Exterioridade pura, corrói o sujeito da representação. O eu reiterado que o narrador dissemina no texto não fixa nenhuma identidade, antes a pulveriza (...). Máquina histérica, a enunciação é ritmada pela repetição, o que pode ser associado à forma industrial da produção cinematográfica (FAVARETTO, 2001).

O texto se organizou em curtos capítulos, sem título e cuja ligação é feita somente pelo “eu” que não fixou uma identidade. Não notamos clima de festa em PanAmérica. Há redundância, desgaste e pesadelos que se referem sempre a desejos interditos pela sociedade. Talvez PanAmérica seja a narrativa de um “eu” dominado que se viu obrigado a conviver com as ficções do dominador: com elas se choca, agride ou penetra, mas não consegue criar as próprias. A narrativa de PanAmérica por vezes citou pormenores, mas se distanciou bastante de uma narrativa realista à moda de Hollywood, que nos pareceu ser sua matéria-prima. As estrelas de Hollywood são ridicularizadas e postas em papéis que jamais viveram nos filmes. As cenas que Marilyn chegou a protagonizar em PanAmérica se aproximaram do pornográfico, em tudo diferentes da ingenuidade de um filme como estrelado por ela e citado no decorrer da narrativa, Bus Stop. Os acontecimentos são narrados para um olhar de fora, com uma objetividade técnica, excluindo-se, na maior parte das vezes, qualquer envolvimento afetivo. Ainda Segundo Favaretto:

O vazio de realidade é a sensação que fica ao final da leitura. Mais propriamente, a volatilização do simbólico na narrativa, com o que não se tem mais um romance, mas uma ficção objetiva em que toda a história é desarticulada, por efeito da técnica narrativa, é reduzida a acúmulo de clichês, objetos, materiais e comportamentos industrializados que, segundo Agrippino, têm uma ‘presença superior’.

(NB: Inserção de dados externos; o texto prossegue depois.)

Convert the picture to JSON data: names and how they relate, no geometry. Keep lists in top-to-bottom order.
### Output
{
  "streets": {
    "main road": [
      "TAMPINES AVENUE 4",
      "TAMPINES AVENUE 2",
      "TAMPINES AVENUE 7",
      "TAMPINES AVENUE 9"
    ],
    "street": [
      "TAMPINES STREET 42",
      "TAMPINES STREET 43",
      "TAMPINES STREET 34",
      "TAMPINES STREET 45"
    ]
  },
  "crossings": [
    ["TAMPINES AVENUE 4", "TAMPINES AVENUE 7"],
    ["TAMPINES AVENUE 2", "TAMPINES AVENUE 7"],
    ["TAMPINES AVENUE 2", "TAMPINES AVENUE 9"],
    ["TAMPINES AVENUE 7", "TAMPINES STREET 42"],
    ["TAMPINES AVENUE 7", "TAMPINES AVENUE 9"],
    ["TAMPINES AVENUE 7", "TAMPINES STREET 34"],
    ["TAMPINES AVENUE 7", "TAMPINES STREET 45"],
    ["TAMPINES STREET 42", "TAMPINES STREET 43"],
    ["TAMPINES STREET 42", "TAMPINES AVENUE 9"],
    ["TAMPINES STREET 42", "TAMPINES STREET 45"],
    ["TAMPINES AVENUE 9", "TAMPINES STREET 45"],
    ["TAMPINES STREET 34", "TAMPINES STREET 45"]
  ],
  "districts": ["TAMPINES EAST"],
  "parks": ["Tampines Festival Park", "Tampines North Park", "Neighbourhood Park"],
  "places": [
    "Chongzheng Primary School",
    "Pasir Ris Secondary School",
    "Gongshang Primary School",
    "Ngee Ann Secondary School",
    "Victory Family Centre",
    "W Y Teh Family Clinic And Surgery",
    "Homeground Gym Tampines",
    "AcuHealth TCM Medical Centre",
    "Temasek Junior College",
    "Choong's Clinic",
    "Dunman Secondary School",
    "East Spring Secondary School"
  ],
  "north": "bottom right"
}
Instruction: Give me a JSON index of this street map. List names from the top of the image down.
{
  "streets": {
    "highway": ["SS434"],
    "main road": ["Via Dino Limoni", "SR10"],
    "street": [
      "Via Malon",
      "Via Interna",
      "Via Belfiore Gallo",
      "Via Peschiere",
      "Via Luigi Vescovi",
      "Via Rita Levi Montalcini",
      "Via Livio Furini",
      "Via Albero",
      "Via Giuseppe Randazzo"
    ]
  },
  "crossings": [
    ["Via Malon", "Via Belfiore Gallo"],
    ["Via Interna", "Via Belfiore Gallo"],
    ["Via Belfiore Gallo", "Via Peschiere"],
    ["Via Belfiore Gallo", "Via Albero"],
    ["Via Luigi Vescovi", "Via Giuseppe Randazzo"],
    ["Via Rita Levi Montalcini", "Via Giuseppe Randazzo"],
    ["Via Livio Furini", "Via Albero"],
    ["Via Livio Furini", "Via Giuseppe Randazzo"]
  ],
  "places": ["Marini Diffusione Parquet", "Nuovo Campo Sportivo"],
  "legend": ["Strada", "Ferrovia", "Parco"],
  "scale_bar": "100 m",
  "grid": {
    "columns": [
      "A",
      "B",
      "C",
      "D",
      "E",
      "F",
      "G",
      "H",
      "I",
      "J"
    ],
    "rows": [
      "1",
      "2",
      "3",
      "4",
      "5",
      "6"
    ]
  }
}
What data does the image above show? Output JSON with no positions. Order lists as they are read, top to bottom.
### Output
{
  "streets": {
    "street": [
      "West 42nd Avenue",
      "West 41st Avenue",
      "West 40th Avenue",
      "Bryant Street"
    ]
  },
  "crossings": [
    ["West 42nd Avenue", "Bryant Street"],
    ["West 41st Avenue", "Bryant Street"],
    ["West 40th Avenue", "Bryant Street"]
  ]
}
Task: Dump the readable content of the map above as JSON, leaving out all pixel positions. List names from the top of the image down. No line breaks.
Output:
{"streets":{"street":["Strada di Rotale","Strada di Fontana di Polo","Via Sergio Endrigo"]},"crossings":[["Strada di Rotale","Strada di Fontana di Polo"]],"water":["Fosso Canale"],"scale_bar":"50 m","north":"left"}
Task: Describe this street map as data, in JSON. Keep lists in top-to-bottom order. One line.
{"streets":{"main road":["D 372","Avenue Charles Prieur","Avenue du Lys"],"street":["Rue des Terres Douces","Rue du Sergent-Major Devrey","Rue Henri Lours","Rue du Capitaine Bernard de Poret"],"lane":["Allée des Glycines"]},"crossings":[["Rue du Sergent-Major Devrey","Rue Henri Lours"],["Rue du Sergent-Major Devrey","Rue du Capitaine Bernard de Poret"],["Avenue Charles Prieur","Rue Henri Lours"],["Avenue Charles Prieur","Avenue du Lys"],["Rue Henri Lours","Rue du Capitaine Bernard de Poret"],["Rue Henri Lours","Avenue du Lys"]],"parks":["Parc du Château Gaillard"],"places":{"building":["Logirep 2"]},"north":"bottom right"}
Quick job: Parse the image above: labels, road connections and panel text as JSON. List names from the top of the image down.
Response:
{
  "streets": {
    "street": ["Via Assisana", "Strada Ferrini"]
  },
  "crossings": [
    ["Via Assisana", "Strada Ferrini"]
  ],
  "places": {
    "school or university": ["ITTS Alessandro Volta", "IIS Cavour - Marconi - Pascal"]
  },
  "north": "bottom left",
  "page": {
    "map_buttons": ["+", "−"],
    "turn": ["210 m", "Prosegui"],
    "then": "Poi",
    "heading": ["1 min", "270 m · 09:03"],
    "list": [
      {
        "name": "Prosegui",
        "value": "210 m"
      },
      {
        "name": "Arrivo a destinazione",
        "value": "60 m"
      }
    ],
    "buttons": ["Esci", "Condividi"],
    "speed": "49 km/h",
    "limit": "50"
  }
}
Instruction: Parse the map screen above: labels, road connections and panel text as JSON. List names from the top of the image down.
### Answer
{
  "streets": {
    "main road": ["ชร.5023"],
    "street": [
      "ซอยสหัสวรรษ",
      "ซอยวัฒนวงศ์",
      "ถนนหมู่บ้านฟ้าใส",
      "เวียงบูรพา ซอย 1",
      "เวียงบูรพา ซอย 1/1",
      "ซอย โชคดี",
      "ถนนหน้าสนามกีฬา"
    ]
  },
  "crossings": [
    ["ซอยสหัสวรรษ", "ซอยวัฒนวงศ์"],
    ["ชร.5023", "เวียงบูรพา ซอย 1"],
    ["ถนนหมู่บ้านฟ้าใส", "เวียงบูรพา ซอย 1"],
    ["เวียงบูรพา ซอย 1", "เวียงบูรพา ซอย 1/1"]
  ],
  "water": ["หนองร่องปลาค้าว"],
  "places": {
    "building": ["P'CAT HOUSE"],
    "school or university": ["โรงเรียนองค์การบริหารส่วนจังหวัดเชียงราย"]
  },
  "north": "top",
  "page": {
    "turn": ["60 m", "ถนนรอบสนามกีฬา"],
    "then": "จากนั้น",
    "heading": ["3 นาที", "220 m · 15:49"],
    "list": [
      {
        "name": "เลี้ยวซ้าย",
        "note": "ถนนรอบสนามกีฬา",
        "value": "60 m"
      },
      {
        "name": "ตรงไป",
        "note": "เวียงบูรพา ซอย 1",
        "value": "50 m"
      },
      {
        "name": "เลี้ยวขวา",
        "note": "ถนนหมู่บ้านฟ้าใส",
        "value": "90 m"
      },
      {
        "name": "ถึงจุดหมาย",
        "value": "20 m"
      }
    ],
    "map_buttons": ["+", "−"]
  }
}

Neste contexto, a ambivalência domina até o caos final, sem que surja qualquer sinal de uma nova ordem. Um fenômeno, uma palavra, um pensamento, todos oscilaram entre uma coisa e outra. Retornamos a Favaretto:

A falta de fé no poder da palavra, diz ele, levou-a ao que denominou ‘texto de desgaste’, todo calcado nos estereótipos, restos e cacos da cultura de consumo, significantes-objetos industriais prontos para a circulação, em que o desejo é reificado (FAVARETTO, 2001).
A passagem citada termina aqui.